WORK ORDER:
Transcribe the records that follow exactly. Skip the pictures.

-=-=-

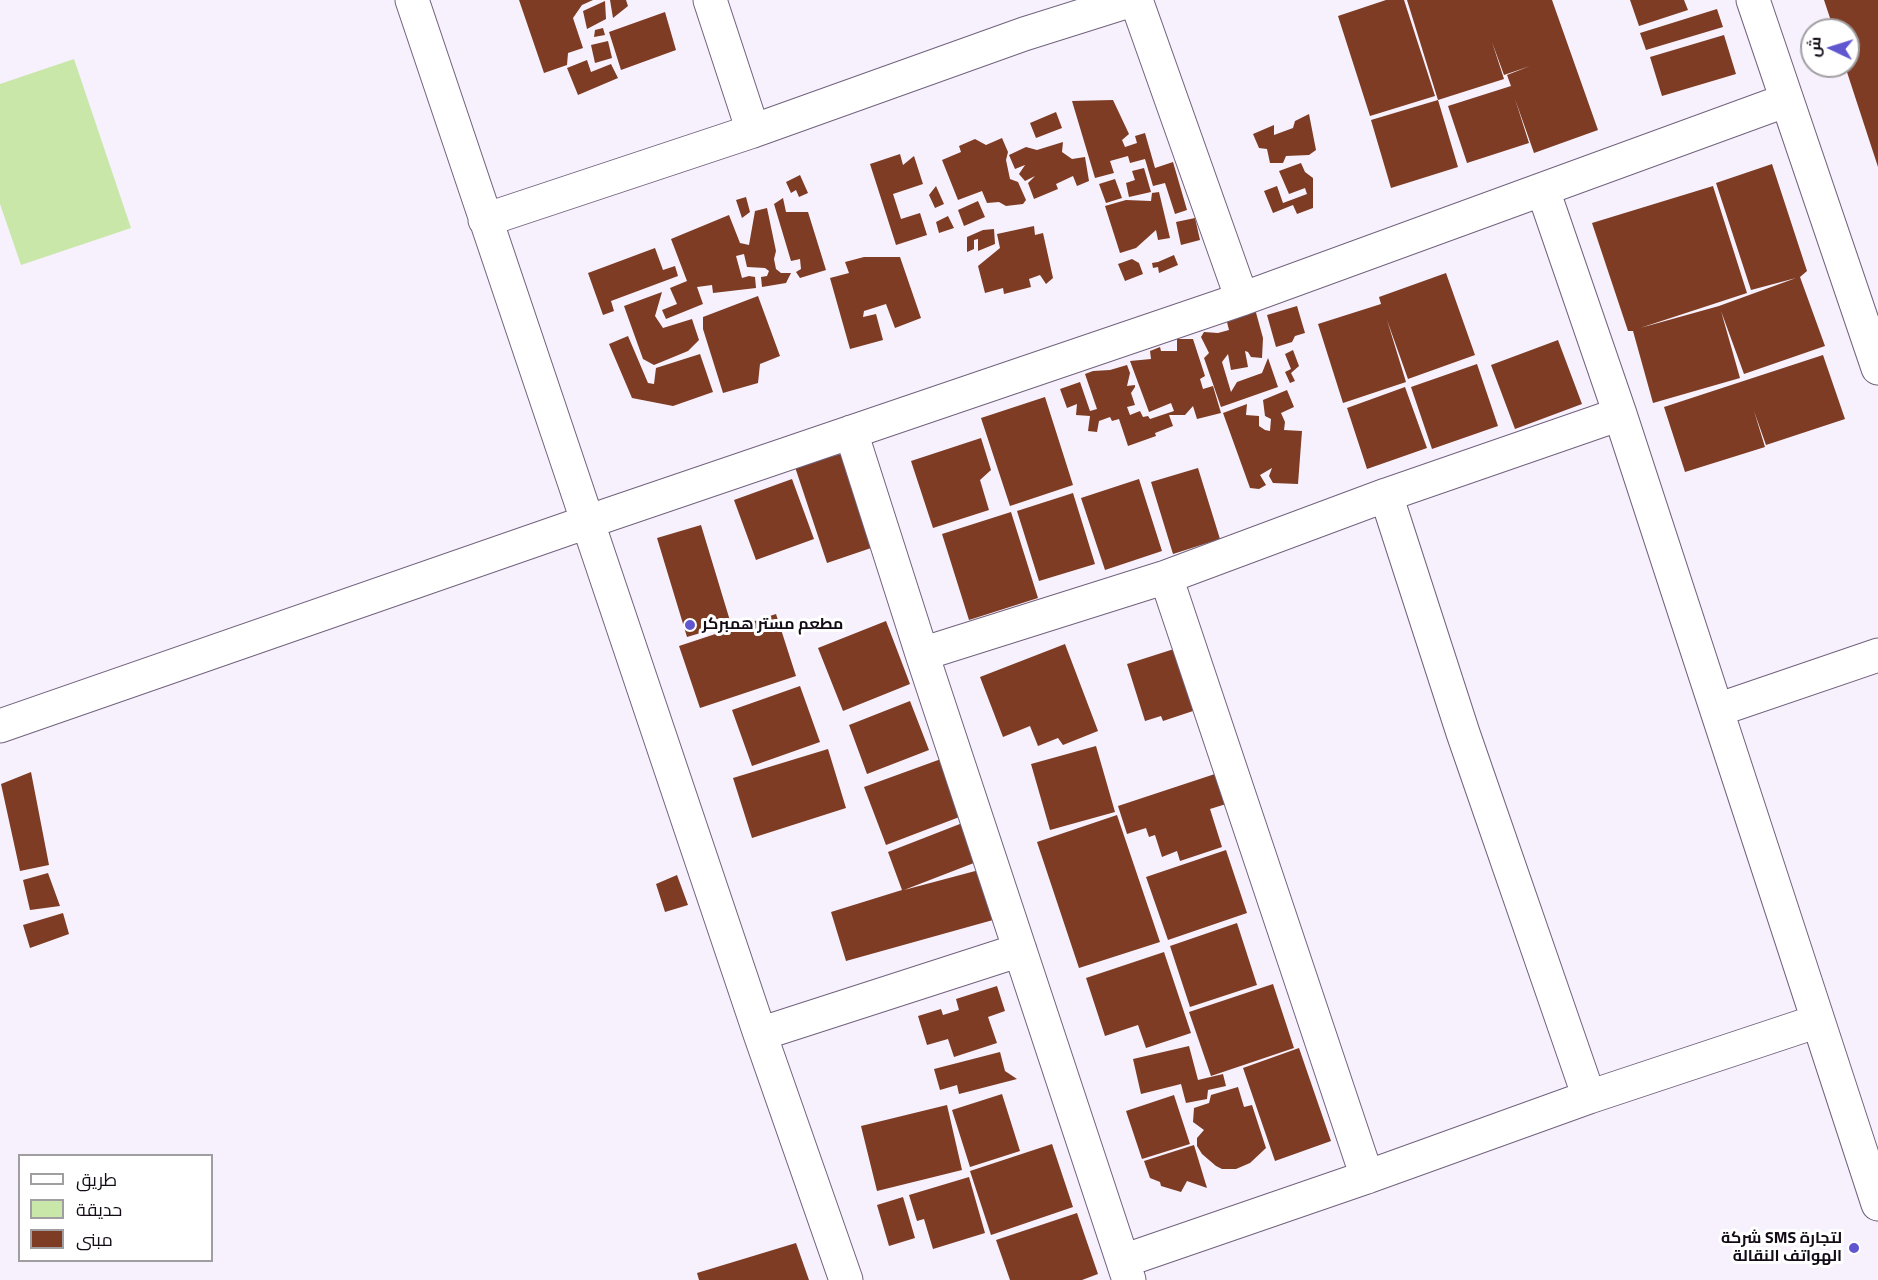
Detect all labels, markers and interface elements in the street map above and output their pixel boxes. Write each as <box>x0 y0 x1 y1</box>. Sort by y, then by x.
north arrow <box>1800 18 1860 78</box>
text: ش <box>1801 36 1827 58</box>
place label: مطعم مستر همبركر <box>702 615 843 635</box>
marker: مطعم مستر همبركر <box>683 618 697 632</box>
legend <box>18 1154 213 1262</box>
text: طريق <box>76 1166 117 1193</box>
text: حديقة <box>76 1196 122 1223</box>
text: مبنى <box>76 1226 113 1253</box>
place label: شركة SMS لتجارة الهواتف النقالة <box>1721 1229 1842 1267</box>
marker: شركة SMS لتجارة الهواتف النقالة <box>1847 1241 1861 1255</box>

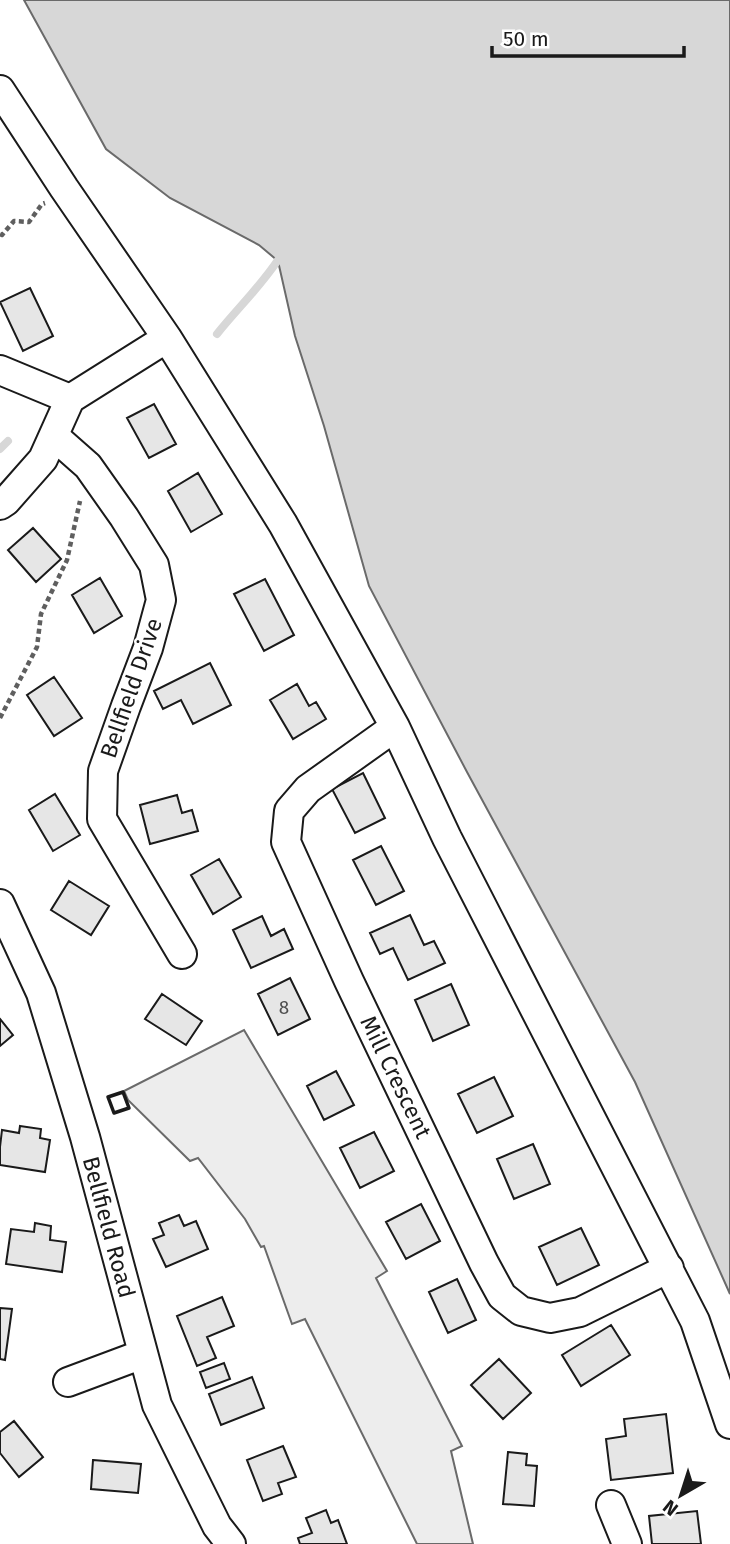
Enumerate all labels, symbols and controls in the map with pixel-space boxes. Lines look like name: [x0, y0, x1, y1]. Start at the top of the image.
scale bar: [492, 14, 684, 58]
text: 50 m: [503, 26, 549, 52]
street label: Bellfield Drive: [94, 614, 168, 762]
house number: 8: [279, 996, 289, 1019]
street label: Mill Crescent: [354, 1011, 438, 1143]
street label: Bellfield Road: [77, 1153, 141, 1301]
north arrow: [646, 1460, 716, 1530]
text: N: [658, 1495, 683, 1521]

-=-=-

SOLUTION TO THIS PROBLEM:
Detect all labels, markers and interface elements in the street map above and output their pixel boxes. Write each as <box>x0 y0 x1 y1</box>. Sort by y, then by x.
north arrow <box>1800 18 1860 78</box>
text: ش <box>1801 36 1827 58</box>
place label: مطعم مستر همبركر <box>702 615 843 635</box>
marker: مطعم مستر همبركر <box>683 618 697 632</box>
legend <box>18 1154 213 1262</box>
text: طريق <box>76 1166 117 1193</box>
text: حديقة <box>76 1196 122 1223</box>
text: مبنى <box>76 1226 113 1253</box>
place label: شركة SMS لتجارة الهواتف النقالة <box>1721 1229 1842 1267</box>
marker: شركة SMS لتجارة الهواتف النقالة <box>1847 1241 1861 1255</box>

Enumerate all labels, symbols and controls in the map with pixel-space boxes. Lines look like name: [x0, y0, x1, y1]. Start at the top of the image.
scale bar: [492, 14, 684, 58]
text: 50 m: [503, 26, 549, 52]
street label: Bellfield Drive: [94, 614, 168, 762]
house number: 8: [279, 996, 289, 1019]
street label: Mill Crescent: [354, 1011, 438, 1143]
street label: Bellfield Road: [77, 1153, 141, 1301]
north arrow: [646, 1460, 716, 1530]
text: N: [658, 1495, 683, 1521]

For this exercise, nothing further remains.